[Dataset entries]
=-=-=
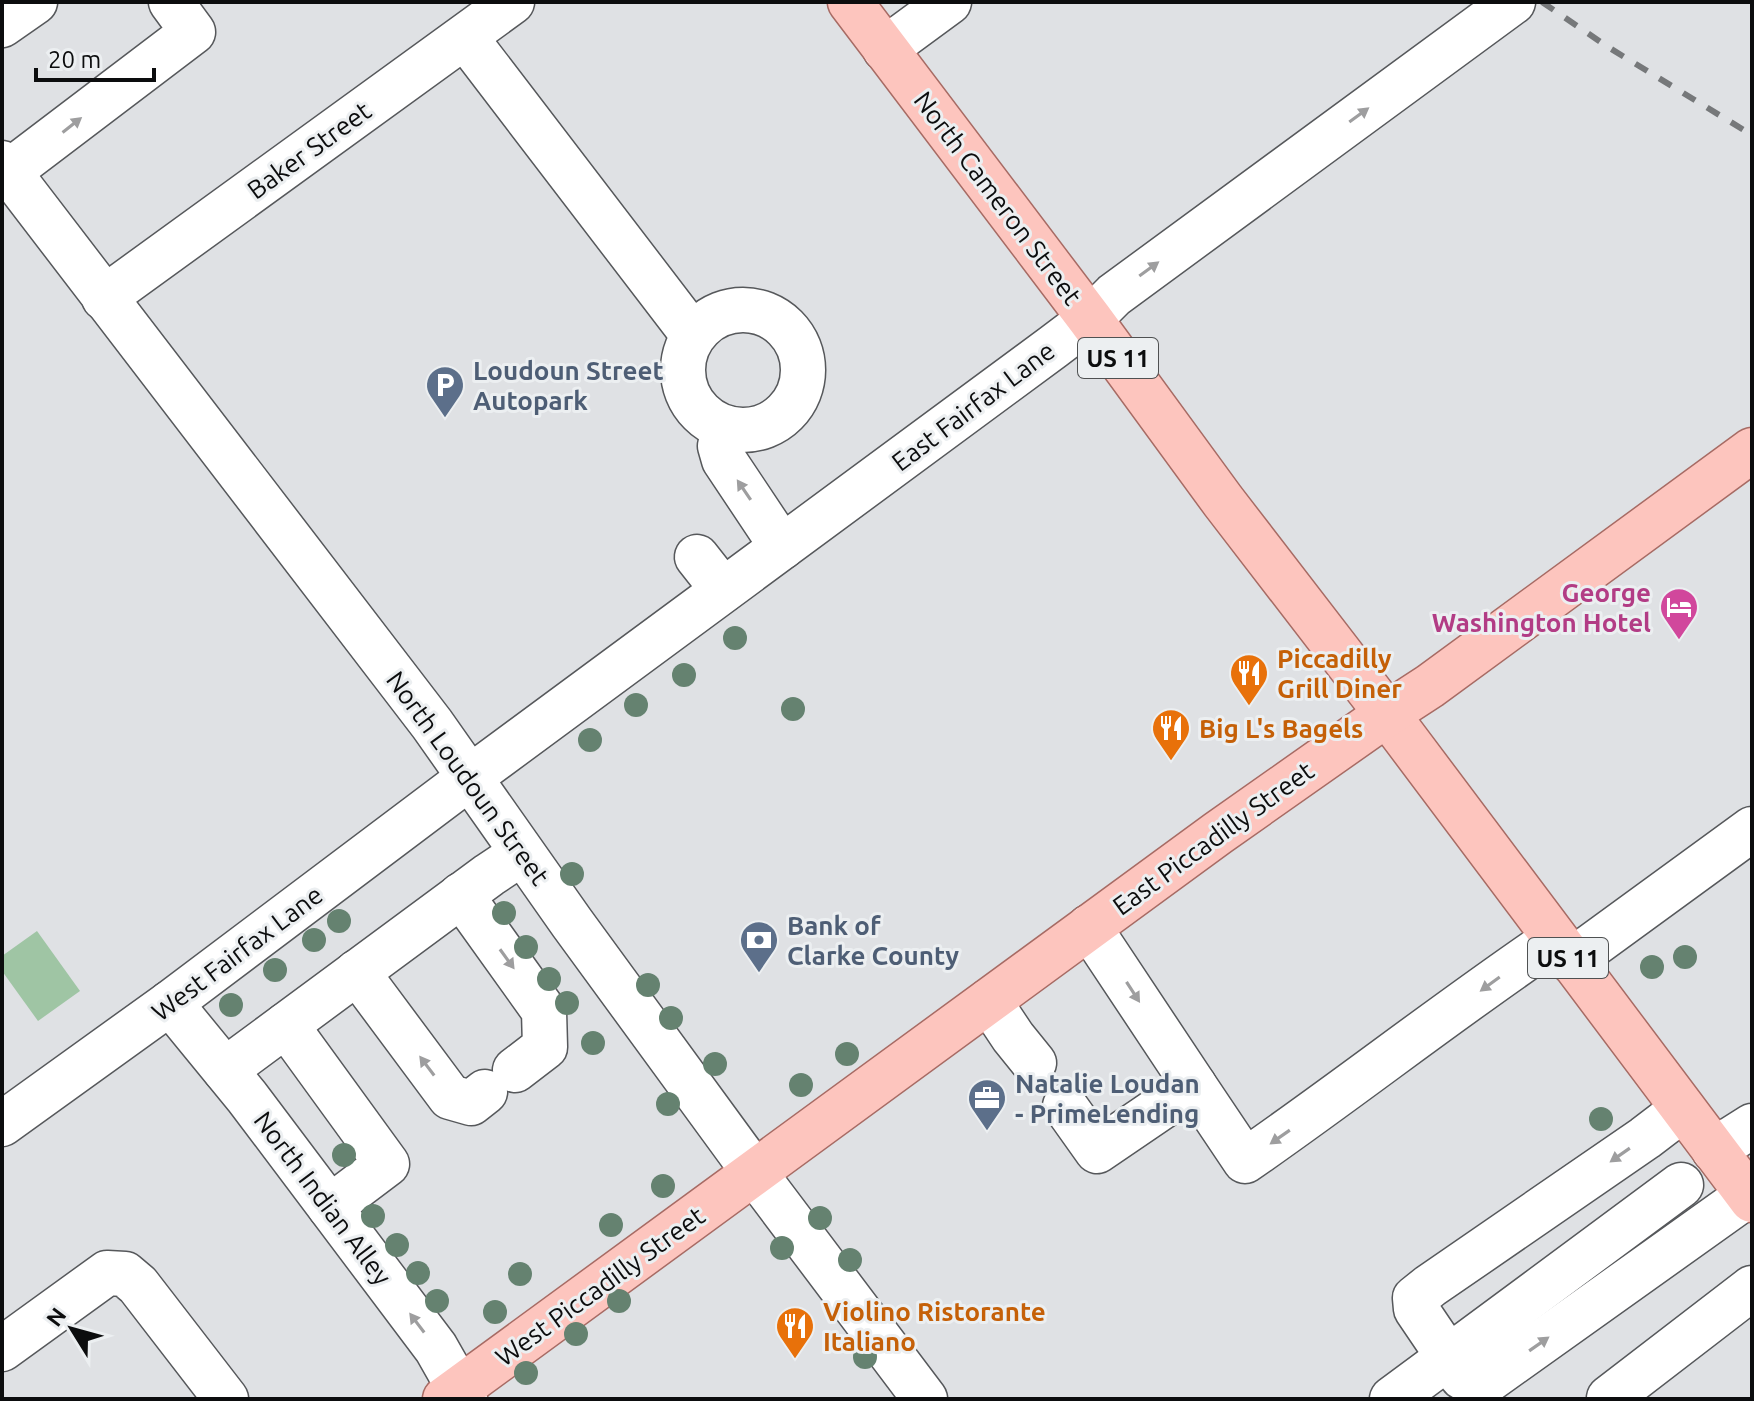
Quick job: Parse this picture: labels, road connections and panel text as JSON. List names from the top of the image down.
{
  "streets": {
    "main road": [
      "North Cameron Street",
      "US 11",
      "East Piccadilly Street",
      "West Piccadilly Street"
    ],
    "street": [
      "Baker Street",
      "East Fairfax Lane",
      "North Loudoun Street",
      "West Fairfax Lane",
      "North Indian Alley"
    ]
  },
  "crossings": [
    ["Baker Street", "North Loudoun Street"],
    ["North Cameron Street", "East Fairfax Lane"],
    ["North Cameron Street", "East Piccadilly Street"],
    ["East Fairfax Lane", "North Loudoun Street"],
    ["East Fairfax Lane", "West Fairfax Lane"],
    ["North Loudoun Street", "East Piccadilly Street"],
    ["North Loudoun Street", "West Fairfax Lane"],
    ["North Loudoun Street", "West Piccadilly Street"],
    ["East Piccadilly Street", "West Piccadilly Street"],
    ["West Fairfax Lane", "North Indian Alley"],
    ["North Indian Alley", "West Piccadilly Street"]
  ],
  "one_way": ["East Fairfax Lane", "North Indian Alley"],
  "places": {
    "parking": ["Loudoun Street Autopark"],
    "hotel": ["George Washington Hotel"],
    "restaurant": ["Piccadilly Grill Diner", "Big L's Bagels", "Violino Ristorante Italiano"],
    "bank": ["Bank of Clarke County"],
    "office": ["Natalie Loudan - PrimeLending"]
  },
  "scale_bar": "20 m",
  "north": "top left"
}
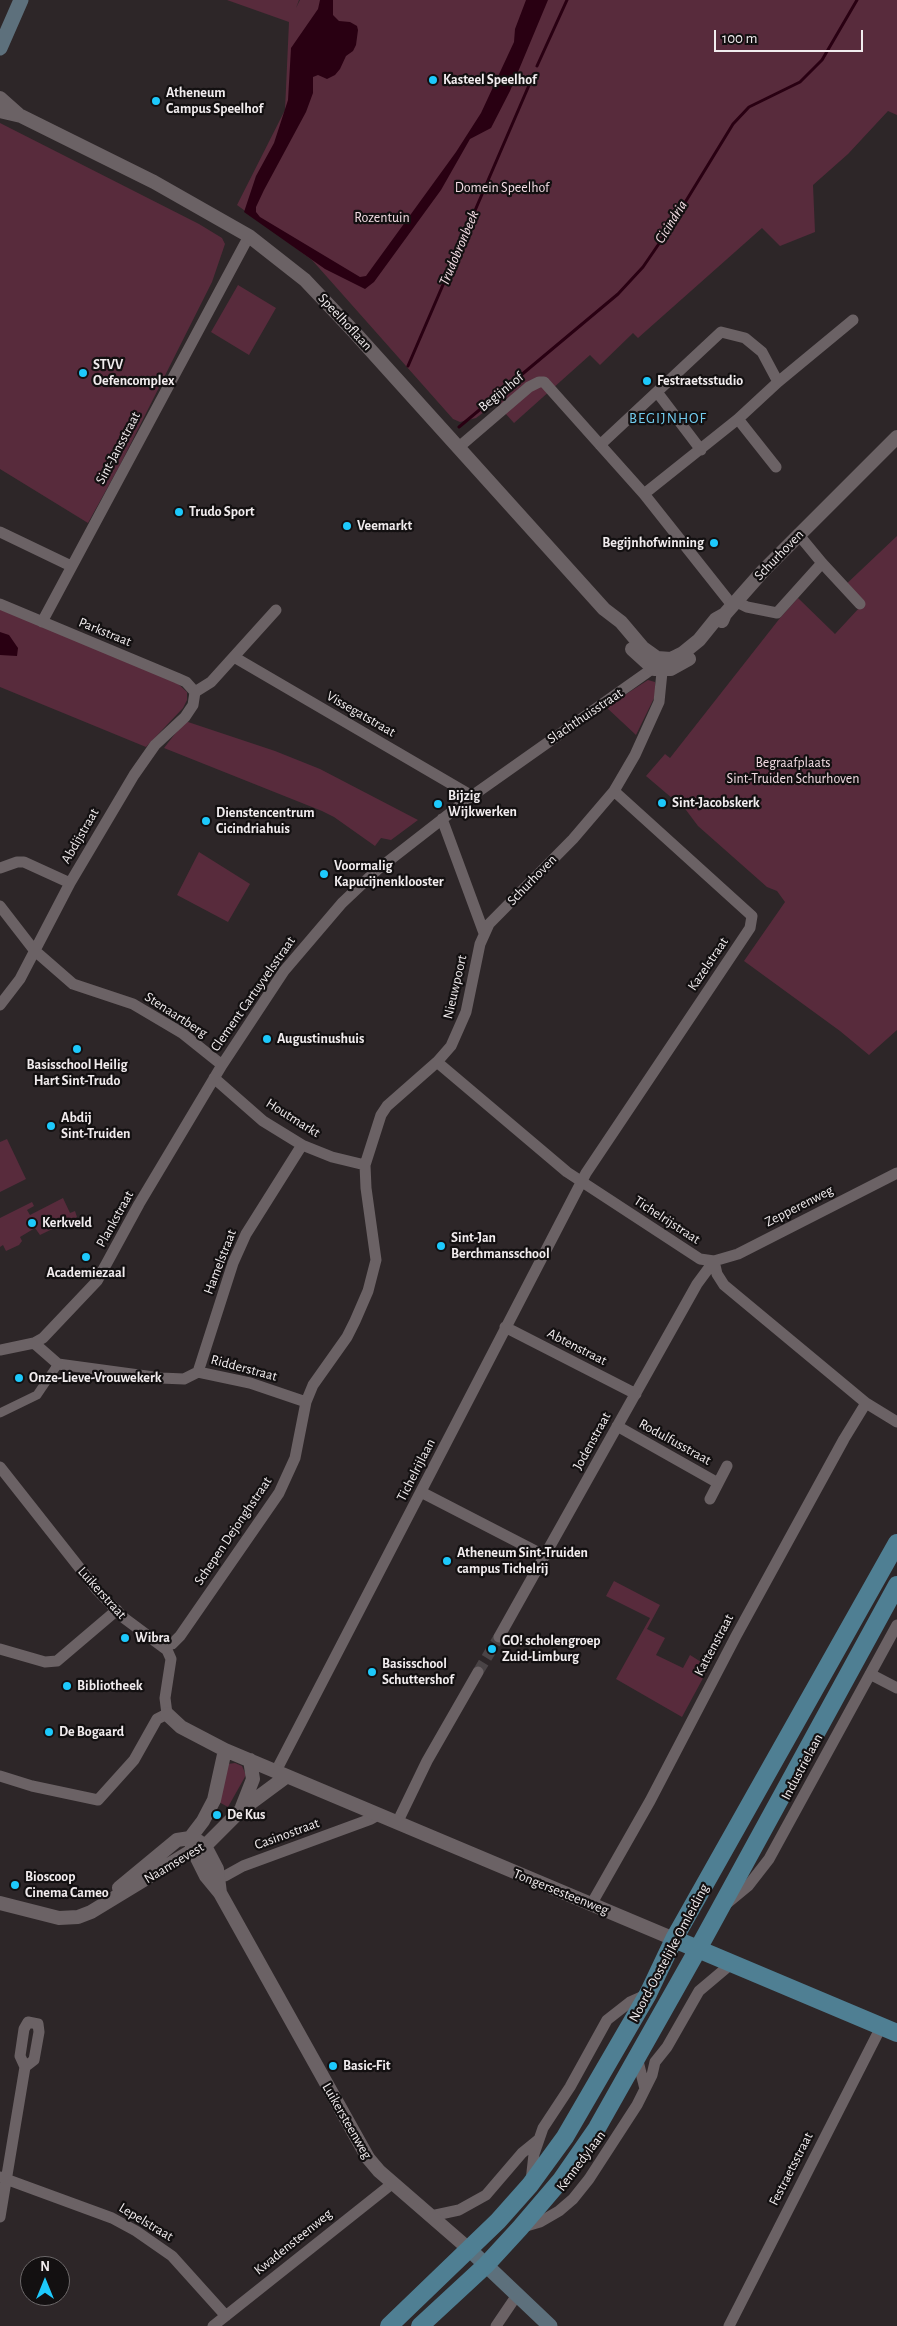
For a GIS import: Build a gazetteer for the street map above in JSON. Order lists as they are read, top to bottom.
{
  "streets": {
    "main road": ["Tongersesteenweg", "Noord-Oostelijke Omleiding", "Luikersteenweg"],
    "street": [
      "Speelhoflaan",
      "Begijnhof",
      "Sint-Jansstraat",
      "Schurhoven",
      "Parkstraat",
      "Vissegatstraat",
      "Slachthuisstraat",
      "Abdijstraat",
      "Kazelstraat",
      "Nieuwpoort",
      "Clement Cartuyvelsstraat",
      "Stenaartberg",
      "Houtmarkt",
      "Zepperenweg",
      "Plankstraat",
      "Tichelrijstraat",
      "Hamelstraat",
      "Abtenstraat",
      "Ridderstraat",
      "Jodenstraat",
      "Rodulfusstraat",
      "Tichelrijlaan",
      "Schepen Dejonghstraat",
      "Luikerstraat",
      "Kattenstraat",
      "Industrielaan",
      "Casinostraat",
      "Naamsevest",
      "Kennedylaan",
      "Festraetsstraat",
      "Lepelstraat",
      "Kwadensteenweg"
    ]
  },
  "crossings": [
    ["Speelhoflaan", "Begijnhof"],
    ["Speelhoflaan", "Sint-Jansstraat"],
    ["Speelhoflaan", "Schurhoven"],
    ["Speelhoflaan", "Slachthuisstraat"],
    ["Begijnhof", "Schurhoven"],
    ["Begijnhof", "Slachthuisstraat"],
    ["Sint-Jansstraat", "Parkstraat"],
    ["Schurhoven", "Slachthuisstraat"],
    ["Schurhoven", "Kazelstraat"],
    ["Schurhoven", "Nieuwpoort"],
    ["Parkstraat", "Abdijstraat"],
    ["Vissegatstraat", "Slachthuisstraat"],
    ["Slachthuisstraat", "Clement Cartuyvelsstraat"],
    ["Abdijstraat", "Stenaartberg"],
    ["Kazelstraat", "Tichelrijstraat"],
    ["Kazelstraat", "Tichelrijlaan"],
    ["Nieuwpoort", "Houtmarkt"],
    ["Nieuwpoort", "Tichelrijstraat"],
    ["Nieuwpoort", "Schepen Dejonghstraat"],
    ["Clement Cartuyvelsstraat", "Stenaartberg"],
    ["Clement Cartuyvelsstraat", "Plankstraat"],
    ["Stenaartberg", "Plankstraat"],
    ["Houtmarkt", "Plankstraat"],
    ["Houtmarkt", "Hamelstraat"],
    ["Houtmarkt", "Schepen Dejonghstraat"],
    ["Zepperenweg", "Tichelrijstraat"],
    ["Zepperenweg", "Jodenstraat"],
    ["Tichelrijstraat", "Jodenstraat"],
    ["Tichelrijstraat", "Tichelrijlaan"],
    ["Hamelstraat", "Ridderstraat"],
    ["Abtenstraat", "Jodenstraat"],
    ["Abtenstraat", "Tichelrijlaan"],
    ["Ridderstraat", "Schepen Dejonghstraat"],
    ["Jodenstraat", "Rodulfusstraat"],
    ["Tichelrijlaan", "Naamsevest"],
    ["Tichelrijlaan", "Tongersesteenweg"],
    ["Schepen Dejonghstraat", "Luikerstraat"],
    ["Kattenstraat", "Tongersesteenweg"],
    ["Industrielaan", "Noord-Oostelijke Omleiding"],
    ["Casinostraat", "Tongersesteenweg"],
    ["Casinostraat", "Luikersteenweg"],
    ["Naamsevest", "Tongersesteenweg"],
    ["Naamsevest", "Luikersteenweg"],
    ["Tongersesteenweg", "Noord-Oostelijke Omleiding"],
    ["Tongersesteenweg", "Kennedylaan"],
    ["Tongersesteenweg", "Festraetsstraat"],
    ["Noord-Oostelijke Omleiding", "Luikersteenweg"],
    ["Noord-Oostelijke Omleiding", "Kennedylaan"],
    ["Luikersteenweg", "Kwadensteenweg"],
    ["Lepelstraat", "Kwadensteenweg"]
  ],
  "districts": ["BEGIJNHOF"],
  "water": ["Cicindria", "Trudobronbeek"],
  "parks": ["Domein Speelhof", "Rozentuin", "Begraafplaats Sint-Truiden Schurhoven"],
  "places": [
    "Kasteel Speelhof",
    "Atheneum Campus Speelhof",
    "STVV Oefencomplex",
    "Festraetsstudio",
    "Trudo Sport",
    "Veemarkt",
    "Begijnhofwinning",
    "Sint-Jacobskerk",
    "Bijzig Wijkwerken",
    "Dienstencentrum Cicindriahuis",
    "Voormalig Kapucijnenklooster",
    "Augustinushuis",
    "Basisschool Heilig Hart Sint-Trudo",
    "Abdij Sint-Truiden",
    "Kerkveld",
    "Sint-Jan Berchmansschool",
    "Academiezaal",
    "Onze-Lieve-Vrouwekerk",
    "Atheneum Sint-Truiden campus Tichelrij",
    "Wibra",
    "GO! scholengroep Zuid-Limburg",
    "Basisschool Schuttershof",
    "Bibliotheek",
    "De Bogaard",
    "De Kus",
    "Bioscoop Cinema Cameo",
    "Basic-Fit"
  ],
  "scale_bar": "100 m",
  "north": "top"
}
=-=-=
ASSIGNMENT >>
Among the records above, how many lines carry the string "main"? Reply with the number alone.

RESULT FOR THIS TASK >>
2